(What you will do) Scan the lines below and report each one containing "xChannelSelector" by copying it.

(Information)
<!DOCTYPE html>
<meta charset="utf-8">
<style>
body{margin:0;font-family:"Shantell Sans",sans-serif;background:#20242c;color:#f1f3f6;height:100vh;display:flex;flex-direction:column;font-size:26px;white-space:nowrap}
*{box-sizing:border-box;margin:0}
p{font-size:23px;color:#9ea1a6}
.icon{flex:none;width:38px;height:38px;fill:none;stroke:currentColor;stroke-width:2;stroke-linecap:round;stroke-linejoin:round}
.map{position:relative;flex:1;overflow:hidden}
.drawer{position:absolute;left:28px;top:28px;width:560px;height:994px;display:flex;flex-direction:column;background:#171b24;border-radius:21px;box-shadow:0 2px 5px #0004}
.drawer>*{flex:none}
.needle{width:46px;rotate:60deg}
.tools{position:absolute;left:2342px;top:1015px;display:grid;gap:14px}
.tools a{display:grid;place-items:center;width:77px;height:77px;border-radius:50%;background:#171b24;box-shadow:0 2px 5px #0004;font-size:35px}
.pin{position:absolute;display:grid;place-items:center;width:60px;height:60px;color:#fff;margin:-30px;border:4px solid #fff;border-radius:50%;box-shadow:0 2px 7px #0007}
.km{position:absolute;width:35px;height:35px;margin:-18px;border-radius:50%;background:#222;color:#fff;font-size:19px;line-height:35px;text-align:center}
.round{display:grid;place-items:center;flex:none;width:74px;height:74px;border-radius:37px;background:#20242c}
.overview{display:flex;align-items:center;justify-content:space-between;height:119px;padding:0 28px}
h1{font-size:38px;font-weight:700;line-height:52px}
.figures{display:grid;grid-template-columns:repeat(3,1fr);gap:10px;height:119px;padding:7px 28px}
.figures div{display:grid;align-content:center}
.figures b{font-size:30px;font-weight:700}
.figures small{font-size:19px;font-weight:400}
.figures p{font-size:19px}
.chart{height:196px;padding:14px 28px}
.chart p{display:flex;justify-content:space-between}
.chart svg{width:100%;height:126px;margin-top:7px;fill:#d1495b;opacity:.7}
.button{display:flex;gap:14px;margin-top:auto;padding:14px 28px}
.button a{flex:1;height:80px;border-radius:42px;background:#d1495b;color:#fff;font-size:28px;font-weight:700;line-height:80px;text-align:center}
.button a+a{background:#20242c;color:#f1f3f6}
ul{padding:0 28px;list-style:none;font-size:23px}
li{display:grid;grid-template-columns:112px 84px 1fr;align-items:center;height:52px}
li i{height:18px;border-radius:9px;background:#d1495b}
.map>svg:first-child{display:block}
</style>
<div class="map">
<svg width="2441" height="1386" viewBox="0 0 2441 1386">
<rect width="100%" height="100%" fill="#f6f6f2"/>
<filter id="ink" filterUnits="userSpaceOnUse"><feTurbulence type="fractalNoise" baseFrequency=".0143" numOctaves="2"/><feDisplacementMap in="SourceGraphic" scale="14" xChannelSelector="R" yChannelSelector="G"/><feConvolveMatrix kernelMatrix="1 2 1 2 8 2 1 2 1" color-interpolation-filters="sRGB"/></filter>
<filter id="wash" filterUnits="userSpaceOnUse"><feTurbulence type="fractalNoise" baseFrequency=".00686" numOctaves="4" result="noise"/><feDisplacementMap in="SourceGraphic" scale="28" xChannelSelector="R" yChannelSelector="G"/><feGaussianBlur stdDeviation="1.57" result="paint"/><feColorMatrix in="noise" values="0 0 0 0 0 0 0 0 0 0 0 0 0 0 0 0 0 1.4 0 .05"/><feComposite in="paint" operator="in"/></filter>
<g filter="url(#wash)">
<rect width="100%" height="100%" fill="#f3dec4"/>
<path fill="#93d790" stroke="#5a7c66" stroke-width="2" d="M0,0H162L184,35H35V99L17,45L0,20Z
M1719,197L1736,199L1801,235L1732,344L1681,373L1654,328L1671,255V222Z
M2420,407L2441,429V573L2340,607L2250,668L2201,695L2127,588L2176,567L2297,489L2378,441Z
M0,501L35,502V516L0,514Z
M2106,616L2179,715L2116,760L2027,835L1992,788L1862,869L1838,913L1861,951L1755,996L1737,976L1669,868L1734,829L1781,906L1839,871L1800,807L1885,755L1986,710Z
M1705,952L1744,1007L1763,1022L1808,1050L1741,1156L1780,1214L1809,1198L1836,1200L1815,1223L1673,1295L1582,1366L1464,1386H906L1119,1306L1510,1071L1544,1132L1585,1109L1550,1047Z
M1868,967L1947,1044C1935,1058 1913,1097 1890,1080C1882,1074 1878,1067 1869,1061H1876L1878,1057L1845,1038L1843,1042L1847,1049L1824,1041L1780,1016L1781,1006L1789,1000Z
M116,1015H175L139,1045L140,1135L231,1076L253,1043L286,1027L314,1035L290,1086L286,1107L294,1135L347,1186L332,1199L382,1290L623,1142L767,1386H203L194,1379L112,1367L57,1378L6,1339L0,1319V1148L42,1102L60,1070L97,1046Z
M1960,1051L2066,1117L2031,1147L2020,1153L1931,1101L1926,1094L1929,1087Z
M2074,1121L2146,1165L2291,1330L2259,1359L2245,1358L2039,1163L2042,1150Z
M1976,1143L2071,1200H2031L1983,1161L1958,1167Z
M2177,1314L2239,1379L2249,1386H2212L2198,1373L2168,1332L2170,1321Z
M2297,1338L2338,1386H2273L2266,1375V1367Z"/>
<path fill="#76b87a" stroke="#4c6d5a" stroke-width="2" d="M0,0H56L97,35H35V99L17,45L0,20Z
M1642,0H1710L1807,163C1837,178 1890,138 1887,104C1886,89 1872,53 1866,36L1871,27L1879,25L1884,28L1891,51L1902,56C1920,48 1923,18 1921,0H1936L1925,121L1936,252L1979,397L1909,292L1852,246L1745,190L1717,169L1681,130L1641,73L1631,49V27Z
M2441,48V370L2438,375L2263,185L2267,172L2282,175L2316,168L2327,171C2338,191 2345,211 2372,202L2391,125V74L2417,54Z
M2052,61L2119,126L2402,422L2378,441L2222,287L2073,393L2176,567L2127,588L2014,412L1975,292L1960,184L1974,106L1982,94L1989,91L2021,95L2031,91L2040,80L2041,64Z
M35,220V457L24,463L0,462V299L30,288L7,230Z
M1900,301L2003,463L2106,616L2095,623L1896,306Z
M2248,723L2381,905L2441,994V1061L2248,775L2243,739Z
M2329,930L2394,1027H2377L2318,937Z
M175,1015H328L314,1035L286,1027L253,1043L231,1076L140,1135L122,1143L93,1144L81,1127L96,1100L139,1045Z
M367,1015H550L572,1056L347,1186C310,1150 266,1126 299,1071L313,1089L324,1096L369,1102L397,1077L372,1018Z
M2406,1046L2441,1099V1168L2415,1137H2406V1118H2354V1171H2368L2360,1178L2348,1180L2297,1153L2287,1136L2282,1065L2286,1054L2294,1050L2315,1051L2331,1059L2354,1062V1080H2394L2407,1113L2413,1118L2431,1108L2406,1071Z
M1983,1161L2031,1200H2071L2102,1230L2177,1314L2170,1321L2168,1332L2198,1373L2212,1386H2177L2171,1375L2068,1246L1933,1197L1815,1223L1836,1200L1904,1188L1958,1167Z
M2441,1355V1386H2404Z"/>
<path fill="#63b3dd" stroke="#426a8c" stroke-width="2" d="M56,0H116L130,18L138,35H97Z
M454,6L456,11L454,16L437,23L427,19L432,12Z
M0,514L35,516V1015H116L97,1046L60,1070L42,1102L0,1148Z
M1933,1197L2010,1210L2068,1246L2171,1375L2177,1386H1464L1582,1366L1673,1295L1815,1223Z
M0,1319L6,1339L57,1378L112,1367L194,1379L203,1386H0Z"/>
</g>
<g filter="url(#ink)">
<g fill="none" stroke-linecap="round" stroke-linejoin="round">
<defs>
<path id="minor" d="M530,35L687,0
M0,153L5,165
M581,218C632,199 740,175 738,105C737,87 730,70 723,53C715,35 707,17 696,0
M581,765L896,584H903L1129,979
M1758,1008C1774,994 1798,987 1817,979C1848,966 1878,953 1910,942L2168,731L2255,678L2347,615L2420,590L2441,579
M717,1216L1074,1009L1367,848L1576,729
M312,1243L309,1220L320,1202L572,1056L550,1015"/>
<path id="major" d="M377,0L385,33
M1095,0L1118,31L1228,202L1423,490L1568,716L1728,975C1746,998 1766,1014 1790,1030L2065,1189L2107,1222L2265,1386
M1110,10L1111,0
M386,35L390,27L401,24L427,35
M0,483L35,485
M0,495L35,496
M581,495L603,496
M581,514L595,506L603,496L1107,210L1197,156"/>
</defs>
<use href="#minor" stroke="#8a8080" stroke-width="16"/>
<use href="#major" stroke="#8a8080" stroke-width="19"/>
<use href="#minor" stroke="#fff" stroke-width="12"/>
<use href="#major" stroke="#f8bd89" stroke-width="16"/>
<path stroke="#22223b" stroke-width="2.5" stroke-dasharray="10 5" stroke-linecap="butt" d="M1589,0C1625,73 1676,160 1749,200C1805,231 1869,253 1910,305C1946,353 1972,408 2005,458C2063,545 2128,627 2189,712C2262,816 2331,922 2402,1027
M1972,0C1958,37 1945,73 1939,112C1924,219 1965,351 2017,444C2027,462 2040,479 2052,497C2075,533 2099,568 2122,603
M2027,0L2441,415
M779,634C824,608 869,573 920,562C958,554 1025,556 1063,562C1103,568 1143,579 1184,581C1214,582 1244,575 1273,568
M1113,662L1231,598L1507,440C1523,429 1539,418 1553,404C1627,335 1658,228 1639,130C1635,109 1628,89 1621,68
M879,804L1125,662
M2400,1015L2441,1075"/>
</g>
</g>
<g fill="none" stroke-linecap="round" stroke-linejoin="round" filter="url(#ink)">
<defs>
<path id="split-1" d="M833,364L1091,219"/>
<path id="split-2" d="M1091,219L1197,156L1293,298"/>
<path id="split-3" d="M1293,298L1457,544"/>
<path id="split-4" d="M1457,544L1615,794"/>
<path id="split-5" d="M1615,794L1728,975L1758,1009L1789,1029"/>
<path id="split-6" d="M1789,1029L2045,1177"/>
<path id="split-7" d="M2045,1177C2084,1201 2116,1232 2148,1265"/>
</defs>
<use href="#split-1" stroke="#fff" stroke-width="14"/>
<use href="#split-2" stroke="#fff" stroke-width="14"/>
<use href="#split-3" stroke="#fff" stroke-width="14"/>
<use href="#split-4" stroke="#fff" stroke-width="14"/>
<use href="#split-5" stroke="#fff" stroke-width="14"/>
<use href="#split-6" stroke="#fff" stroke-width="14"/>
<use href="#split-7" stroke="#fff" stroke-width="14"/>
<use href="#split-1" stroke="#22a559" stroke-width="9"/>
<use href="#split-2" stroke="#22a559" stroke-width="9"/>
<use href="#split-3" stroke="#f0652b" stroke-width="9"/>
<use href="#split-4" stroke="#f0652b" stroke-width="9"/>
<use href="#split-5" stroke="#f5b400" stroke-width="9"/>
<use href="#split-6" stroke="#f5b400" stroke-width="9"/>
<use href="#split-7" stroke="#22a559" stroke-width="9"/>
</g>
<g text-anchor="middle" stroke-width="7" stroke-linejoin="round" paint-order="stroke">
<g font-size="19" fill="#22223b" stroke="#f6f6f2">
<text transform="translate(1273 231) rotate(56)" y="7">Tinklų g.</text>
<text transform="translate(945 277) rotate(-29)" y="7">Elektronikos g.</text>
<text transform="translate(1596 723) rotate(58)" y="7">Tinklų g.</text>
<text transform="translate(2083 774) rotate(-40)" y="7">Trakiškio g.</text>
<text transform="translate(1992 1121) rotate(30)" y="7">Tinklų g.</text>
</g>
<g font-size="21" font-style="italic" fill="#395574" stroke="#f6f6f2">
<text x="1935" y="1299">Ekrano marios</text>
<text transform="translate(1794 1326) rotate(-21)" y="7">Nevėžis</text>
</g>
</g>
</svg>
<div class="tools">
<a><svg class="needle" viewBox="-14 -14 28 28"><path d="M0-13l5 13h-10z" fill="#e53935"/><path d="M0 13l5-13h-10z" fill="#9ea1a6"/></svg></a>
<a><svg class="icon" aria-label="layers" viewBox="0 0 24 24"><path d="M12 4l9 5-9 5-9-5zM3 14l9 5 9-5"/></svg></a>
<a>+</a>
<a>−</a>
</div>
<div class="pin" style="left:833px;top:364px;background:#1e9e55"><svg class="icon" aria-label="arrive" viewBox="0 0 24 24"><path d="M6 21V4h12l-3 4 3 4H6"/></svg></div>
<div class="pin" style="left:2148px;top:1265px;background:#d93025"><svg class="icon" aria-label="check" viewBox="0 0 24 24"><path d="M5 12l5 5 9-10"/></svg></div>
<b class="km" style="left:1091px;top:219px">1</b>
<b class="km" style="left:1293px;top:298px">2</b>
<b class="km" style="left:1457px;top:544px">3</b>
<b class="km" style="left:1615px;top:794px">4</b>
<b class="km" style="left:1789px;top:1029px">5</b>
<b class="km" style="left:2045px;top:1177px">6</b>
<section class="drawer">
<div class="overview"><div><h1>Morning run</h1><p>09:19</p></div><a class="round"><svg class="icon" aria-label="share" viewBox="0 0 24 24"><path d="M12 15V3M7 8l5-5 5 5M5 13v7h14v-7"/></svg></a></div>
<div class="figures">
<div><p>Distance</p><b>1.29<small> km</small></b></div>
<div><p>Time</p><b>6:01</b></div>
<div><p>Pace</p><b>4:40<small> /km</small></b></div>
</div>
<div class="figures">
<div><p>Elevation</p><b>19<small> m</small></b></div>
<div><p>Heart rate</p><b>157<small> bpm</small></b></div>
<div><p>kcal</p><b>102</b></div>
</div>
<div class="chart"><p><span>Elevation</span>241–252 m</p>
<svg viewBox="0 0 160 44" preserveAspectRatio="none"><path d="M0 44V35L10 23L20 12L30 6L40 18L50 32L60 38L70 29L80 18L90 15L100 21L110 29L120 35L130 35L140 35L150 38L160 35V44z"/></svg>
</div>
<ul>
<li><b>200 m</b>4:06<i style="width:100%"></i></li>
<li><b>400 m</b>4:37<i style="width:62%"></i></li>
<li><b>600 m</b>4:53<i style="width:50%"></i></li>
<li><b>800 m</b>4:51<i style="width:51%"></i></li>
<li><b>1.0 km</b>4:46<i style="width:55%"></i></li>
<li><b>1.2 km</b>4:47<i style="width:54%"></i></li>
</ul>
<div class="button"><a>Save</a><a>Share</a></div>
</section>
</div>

(Your response)
<filter id="ink" filterUnits="userSpaceOnUse"><feTurbulence type="fractalNoise" baseFrequency=".0143" numOctaves="2"/><feDisplacementMap in="SourceGraphic" scale="14" xChannelSelector="R" yChannelSelector="G"/><feConvolveMatrix kernelMatrix="1 2 1 2 8 2 1 2 1" color-interpolation-filters="sRGB"/></filter>
<filter id="wash" filterUnits="userSpaceOnUse"><feTurbulence type="fractalNoise" baseFrequency=".00686" numOctaves="4" result="noise"/><feDisplacementMap in="SourceGraphic" scale="28" xChannelSelector="R" yChannelSelector="G"/><feGaussianBlur stdDeviation="1.57" result="paint"/><feColorMatrix in="noise" values="0 0 0 0 0 0 0 0 0 0 0 0 0 0 0 0 0 1.4 0 .05"/><feComposite in="paint" operator="in"/></filter>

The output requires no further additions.